時間外労働の割増賃金率が50%以上に引き上げられます

タクシー運転手の賃金は出来高制です。そしてタクシー運賃はメーター距離制なので、距離=売上=賃金になります。距離だけではなく、単価や回数という要素がありますが、多寡は時間によって支配されていると言えます。

その支配が、自発的に残業をする傾向を高めます。そのため、拘束時間1の上限2を定め長時間労働を抑止している状況です。

このように、規制が必要になるほど労働時間が長いのがタクシー運転手です。その主因は出来高制歩合給という賃金制度です。

4月1日から月60時間を超える時間外労働の割増賃金率が引き上げられます。(大企業ではすでに施行されていました)次の図1のようになります。

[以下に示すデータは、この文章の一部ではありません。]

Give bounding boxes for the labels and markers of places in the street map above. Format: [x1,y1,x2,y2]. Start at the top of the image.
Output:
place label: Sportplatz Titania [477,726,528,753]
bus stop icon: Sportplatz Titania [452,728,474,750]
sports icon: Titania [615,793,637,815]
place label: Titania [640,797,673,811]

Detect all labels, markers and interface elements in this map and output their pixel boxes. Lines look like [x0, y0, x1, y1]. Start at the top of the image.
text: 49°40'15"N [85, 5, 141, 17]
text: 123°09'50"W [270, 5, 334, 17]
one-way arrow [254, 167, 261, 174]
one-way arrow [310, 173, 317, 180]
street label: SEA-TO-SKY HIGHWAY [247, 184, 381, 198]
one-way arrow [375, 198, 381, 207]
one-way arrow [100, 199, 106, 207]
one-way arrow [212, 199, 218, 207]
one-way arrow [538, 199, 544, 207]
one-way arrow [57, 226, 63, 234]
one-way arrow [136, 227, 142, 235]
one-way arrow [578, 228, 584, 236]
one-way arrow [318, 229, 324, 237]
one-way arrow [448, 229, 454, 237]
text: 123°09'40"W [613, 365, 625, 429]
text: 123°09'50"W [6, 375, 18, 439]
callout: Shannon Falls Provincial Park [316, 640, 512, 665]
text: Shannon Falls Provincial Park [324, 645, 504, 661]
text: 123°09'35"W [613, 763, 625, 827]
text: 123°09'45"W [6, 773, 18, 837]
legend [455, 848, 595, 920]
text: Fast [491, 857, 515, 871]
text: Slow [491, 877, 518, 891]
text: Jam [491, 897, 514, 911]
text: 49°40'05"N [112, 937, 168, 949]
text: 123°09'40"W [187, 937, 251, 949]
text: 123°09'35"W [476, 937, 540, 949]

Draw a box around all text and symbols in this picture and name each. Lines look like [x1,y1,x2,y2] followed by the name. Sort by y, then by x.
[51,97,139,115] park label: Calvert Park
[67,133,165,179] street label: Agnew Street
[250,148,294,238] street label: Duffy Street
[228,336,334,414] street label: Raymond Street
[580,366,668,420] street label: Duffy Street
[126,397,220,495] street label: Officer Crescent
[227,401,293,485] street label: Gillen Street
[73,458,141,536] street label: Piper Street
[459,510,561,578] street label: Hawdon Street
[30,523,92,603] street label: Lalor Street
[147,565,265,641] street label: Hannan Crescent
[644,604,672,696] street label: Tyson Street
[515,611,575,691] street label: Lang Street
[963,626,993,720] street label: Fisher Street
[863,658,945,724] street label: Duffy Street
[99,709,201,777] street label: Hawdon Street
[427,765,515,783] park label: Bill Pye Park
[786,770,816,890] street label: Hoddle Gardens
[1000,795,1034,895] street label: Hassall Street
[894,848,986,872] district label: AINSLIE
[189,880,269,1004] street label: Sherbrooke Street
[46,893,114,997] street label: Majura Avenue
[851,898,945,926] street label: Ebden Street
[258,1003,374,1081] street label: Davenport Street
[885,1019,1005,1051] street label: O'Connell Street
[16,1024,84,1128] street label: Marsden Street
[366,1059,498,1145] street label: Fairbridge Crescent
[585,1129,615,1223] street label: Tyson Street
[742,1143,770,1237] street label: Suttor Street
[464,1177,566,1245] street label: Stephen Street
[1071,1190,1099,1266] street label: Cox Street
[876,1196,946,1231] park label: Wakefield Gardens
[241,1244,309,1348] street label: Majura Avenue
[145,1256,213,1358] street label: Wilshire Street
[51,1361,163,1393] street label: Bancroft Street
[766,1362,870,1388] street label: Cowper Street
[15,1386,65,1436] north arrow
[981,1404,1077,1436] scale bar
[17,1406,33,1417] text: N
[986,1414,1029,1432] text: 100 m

月60時間を超える時間外労働の割増賃金率が引き上げられます 厚生労働省パンフレット
図1 中小企業の月60時間超の時間外労働に対する割増賃金率が50%になります 厚生労働省

タクシーの賃金の話

タクシー運転手の賃金は、その仕組みがとても複雑に設計されています。

タクシー運転手の賃金についてタクシー運転手の賃金は歩合給であることが多いです。そしてその仕組みは複雑です。 これは、事業所外の労働で、かつ、営業活動まで運転者にゆだねていることから、いかに自発的な労働…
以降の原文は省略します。